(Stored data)
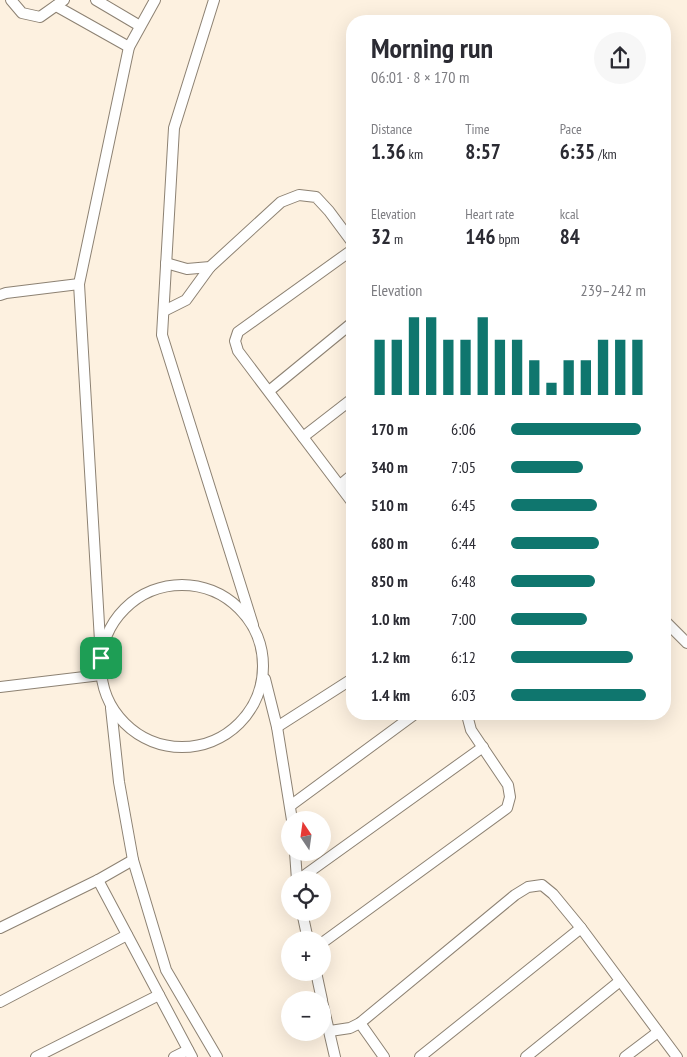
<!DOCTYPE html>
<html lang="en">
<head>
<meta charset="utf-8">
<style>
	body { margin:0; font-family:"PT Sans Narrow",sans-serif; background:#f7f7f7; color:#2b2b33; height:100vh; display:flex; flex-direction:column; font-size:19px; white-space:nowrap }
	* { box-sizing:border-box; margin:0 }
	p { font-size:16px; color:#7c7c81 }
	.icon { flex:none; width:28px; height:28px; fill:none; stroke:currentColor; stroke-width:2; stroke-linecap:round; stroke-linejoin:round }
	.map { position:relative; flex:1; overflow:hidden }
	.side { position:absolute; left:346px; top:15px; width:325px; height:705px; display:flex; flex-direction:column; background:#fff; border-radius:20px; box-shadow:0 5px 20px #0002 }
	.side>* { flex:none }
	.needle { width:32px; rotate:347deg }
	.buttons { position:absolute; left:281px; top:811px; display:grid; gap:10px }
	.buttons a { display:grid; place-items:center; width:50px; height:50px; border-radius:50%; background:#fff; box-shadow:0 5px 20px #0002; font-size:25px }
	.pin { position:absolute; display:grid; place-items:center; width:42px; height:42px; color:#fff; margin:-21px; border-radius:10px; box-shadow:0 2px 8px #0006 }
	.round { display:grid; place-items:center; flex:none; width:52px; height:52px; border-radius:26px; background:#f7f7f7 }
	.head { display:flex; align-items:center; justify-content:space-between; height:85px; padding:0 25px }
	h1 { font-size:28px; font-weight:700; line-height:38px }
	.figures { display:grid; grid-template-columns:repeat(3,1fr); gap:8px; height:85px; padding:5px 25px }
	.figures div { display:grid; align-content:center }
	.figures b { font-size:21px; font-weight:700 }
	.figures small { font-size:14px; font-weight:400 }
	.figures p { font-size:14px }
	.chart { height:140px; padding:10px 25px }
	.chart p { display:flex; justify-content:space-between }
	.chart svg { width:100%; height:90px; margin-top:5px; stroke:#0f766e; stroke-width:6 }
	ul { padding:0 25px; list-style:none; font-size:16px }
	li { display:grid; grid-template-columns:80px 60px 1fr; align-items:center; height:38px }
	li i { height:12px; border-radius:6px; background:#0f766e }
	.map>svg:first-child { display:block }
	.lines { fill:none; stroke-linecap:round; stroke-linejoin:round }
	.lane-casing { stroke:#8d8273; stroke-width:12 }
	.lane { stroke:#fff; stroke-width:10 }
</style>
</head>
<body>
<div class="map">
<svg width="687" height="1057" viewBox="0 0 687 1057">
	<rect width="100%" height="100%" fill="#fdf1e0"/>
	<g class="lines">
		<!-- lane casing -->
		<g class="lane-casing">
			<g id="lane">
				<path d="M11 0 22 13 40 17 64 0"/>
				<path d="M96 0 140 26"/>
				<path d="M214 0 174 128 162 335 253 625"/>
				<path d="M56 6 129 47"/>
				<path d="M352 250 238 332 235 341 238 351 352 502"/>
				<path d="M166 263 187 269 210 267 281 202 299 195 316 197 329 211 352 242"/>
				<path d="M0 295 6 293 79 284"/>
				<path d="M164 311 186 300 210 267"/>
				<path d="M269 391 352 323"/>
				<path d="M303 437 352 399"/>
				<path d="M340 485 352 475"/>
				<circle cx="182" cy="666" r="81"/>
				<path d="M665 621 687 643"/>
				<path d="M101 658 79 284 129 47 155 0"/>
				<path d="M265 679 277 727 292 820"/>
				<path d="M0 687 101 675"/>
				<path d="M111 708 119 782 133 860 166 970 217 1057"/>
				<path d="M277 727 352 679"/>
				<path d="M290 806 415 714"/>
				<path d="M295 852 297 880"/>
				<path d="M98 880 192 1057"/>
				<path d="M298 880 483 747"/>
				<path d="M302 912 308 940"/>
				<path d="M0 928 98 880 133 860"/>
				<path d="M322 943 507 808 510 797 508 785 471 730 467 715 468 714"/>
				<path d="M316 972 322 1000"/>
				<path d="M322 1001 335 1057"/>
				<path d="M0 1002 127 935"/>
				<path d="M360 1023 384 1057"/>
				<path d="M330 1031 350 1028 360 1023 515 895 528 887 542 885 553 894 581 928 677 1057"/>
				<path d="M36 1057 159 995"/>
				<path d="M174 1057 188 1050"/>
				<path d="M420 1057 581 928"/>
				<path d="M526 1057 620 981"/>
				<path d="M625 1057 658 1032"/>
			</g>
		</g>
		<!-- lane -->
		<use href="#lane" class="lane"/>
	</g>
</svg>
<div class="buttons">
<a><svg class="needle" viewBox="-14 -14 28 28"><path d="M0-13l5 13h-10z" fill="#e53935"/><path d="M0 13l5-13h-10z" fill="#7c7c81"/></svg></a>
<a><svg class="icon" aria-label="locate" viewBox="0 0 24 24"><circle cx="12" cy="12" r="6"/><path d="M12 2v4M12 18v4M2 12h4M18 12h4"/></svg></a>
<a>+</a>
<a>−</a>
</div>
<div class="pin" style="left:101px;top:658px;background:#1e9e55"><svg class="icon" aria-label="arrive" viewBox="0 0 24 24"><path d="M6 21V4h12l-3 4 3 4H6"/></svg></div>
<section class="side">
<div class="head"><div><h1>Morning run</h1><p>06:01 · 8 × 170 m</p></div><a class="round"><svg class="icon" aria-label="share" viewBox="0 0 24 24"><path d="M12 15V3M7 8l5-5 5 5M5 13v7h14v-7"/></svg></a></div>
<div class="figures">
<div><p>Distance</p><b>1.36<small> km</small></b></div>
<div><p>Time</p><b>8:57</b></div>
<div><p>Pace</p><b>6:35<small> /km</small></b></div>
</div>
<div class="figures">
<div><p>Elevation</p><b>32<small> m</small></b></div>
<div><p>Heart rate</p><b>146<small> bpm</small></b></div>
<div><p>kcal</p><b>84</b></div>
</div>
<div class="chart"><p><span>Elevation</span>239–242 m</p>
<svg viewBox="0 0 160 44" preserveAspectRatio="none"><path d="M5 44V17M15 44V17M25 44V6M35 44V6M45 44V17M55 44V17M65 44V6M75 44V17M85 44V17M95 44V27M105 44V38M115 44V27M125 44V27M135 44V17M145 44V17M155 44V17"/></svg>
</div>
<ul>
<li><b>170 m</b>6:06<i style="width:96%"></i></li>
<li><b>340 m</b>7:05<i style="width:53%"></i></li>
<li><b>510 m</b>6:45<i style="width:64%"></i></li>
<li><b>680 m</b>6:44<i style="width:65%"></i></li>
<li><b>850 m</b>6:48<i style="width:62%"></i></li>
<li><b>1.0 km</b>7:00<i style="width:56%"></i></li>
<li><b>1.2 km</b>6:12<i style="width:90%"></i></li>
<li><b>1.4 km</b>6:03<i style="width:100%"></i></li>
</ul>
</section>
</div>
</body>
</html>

TASK BRIEF => Count of lines in the data above that contain the string "weight": give this number and no other words.

RESPONSE TO THIS EXERCISE => 3